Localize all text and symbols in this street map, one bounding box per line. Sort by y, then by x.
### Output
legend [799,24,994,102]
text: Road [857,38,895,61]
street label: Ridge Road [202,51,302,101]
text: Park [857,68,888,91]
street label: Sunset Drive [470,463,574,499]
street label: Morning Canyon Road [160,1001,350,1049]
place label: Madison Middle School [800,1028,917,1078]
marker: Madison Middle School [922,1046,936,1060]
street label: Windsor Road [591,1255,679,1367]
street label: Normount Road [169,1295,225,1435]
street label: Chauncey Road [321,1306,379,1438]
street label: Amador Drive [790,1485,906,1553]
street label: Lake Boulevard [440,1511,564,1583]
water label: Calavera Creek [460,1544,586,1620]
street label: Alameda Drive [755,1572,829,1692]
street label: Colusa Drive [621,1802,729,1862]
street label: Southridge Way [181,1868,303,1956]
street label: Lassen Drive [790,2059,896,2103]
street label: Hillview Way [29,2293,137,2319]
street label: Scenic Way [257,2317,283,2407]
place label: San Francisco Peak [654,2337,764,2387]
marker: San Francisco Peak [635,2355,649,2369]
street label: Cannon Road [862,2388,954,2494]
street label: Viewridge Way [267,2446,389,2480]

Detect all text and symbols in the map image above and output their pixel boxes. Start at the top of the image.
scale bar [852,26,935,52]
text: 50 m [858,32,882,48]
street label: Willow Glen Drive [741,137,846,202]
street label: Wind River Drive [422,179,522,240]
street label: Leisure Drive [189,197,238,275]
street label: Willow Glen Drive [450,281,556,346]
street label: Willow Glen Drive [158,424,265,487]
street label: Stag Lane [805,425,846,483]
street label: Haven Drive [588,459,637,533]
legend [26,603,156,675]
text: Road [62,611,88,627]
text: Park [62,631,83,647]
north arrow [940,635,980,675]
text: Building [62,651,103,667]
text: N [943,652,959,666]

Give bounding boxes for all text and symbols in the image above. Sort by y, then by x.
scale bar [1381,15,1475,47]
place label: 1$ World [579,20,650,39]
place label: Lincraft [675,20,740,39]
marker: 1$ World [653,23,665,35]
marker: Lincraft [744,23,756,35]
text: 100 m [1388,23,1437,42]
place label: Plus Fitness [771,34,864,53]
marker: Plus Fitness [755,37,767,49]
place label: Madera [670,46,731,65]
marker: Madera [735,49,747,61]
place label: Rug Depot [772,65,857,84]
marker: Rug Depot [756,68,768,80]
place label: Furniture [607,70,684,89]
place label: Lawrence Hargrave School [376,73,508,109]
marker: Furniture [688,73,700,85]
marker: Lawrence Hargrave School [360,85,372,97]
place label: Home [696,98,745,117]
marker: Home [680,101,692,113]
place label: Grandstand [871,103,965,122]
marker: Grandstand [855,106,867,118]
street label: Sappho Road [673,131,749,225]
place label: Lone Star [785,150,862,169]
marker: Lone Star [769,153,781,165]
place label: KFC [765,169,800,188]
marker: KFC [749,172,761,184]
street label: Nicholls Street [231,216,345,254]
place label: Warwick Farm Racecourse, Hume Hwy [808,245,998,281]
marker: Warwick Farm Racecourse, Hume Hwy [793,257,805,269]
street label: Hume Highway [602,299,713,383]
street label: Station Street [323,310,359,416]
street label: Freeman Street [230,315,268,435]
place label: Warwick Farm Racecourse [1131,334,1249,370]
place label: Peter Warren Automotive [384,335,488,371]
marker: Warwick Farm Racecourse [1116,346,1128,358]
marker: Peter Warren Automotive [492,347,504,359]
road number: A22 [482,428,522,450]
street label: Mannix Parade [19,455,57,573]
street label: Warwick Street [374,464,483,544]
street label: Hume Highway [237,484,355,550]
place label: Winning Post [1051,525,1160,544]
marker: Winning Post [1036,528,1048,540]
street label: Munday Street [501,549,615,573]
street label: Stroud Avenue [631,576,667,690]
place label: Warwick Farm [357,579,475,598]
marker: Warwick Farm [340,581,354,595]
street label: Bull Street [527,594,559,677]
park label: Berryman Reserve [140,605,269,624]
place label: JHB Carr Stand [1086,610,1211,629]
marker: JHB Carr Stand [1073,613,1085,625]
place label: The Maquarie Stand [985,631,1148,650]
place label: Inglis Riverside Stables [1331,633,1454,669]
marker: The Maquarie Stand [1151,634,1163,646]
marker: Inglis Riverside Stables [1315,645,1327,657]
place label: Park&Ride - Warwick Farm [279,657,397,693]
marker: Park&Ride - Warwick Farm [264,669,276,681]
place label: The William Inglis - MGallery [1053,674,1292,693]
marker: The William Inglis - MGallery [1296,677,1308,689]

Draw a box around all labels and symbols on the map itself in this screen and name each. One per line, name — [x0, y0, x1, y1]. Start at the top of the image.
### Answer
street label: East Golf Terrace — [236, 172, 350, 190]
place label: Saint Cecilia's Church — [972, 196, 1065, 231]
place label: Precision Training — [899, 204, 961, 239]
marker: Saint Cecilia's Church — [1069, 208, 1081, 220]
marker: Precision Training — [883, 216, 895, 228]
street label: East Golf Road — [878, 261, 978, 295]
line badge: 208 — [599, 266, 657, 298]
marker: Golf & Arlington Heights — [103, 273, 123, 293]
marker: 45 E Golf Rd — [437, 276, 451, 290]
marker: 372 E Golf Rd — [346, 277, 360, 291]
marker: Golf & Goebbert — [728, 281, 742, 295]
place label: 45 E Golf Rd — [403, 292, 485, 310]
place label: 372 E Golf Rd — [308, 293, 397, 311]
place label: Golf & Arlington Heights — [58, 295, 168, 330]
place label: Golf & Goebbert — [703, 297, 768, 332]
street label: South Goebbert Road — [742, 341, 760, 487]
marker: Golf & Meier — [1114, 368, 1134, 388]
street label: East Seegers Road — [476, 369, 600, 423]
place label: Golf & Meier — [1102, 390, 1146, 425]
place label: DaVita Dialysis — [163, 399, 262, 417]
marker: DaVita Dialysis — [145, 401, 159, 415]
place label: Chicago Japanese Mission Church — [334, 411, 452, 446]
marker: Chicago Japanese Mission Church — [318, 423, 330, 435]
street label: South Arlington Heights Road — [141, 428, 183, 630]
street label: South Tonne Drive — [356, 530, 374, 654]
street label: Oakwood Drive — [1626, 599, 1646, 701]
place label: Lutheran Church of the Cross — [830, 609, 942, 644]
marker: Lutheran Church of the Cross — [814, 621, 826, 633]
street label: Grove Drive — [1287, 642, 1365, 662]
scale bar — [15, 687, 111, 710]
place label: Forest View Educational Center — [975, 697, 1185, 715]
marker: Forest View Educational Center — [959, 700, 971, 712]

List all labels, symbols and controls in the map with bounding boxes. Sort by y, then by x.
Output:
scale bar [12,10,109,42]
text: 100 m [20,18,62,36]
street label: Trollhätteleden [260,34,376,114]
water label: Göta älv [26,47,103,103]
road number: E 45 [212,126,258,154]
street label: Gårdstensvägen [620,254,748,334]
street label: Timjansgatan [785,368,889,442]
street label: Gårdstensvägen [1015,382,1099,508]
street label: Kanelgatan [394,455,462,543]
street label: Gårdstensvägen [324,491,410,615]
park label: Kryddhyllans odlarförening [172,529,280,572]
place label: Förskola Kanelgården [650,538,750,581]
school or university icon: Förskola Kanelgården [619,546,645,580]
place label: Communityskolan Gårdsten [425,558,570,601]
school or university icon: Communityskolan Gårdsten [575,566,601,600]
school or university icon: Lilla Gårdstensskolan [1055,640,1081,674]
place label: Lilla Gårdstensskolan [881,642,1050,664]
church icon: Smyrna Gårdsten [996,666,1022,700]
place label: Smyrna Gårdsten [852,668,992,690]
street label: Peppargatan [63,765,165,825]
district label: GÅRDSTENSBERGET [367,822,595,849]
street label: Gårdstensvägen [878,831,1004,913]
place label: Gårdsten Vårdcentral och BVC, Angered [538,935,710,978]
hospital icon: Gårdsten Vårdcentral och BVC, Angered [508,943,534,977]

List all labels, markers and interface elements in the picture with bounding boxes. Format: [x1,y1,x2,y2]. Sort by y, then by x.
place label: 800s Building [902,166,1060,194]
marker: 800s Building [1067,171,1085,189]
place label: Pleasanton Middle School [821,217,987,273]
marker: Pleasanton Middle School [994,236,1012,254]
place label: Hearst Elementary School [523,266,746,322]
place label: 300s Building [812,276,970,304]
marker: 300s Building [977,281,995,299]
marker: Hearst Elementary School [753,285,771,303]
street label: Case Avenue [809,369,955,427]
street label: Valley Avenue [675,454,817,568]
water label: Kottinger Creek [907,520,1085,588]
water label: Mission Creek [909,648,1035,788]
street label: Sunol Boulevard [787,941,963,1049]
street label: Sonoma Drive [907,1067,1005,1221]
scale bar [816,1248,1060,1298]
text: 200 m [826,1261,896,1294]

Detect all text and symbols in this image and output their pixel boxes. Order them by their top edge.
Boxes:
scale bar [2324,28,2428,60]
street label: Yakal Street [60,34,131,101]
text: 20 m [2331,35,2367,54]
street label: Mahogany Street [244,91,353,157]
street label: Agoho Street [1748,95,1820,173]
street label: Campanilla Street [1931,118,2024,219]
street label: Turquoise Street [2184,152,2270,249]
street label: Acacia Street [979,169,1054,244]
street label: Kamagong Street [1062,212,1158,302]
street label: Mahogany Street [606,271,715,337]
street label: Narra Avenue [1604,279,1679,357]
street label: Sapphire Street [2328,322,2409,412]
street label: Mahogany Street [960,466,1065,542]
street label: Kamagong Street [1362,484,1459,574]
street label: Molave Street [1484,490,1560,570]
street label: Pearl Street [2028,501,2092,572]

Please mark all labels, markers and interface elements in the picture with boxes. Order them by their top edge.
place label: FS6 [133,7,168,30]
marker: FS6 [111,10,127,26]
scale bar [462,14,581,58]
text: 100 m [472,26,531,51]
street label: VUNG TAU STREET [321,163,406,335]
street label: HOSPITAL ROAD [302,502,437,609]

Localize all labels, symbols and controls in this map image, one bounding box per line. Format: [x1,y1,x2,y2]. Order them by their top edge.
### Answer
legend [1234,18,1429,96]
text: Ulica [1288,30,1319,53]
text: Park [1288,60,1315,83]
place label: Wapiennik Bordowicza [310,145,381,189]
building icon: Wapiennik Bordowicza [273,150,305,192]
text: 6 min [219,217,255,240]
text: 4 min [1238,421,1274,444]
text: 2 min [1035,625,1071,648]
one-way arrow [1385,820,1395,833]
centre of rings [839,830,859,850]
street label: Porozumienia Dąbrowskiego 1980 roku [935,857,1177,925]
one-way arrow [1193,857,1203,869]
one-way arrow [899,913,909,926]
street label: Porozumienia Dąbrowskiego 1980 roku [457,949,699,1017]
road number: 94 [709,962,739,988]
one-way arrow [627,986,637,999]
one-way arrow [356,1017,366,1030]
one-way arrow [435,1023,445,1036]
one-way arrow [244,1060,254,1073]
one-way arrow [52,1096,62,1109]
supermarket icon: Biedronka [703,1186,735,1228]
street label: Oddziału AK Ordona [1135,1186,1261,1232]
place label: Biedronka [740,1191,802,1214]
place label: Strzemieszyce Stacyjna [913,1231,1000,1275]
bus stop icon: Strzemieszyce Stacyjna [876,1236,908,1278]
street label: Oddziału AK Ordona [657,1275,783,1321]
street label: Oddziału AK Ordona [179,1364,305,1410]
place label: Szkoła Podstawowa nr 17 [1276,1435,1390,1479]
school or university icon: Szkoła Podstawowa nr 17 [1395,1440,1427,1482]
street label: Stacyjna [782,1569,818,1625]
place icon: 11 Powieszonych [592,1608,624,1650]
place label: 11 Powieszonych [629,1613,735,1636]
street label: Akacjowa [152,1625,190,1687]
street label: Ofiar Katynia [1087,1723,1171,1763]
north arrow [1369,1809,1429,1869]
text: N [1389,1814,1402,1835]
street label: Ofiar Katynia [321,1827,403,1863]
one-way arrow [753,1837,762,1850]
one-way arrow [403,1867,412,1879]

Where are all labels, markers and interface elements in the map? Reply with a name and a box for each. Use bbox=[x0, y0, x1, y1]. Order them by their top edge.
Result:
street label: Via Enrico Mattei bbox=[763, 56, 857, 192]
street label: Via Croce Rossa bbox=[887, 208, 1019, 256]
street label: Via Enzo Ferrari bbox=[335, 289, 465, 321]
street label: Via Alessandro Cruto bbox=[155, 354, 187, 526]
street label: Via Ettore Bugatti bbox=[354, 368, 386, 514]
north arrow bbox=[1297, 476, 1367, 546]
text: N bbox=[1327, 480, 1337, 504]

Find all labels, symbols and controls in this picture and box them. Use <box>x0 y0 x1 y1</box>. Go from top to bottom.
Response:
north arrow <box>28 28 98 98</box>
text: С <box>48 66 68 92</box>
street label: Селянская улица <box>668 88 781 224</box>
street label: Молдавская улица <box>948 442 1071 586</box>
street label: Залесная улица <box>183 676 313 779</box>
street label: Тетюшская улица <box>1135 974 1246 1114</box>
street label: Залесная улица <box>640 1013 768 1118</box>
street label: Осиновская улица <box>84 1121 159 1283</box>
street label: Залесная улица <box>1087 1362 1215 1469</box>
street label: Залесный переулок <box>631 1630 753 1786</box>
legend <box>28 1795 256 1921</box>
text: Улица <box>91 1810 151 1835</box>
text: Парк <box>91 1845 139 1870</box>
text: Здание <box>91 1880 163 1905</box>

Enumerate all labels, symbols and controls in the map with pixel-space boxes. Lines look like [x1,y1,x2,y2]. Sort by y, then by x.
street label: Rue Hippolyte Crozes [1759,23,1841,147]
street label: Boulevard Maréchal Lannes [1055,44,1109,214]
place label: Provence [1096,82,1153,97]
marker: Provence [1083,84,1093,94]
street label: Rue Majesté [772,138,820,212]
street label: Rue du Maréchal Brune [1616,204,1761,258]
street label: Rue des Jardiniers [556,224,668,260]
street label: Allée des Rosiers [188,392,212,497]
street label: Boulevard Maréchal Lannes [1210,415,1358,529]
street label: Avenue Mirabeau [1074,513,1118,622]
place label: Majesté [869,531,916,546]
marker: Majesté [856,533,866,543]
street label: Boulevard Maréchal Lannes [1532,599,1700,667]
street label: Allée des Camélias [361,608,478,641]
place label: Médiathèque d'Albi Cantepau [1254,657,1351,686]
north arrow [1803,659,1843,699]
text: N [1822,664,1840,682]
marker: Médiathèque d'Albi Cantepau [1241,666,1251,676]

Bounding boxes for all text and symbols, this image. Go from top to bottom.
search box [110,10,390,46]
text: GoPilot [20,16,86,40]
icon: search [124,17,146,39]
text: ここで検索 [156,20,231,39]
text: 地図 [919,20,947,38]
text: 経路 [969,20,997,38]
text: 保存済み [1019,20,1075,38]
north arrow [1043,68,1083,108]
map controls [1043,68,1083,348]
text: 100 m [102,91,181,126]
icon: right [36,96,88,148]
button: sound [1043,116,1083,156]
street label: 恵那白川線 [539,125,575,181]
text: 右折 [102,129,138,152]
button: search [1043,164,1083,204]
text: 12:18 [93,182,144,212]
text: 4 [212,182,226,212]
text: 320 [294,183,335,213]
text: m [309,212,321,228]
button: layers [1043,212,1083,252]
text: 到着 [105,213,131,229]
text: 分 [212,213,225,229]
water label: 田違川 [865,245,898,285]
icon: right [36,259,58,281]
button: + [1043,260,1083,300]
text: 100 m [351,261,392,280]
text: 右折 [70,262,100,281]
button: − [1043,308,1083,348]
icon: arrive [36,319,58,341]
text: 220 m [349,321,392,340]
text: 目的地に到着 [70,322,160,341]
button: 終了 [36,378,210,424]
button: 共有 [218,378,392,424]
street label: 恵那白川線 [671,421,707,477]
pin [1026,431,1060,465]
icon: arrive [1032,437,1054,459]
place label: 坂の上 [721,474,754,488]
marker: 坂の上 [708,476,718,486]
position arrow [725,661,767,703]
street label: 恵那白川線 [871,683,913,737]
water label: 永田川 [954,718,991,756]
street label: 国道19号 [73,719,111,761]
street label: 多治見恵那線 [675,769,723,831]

Task item: What lines above contain the string "Willow"? Copy all of them.

Your response:
street label: Willow Glen Drive [741,137,846,202]
street label: Willow Glen Drive [450,281,556,346]
street label: Willow Glen Drive [158,424,265,487]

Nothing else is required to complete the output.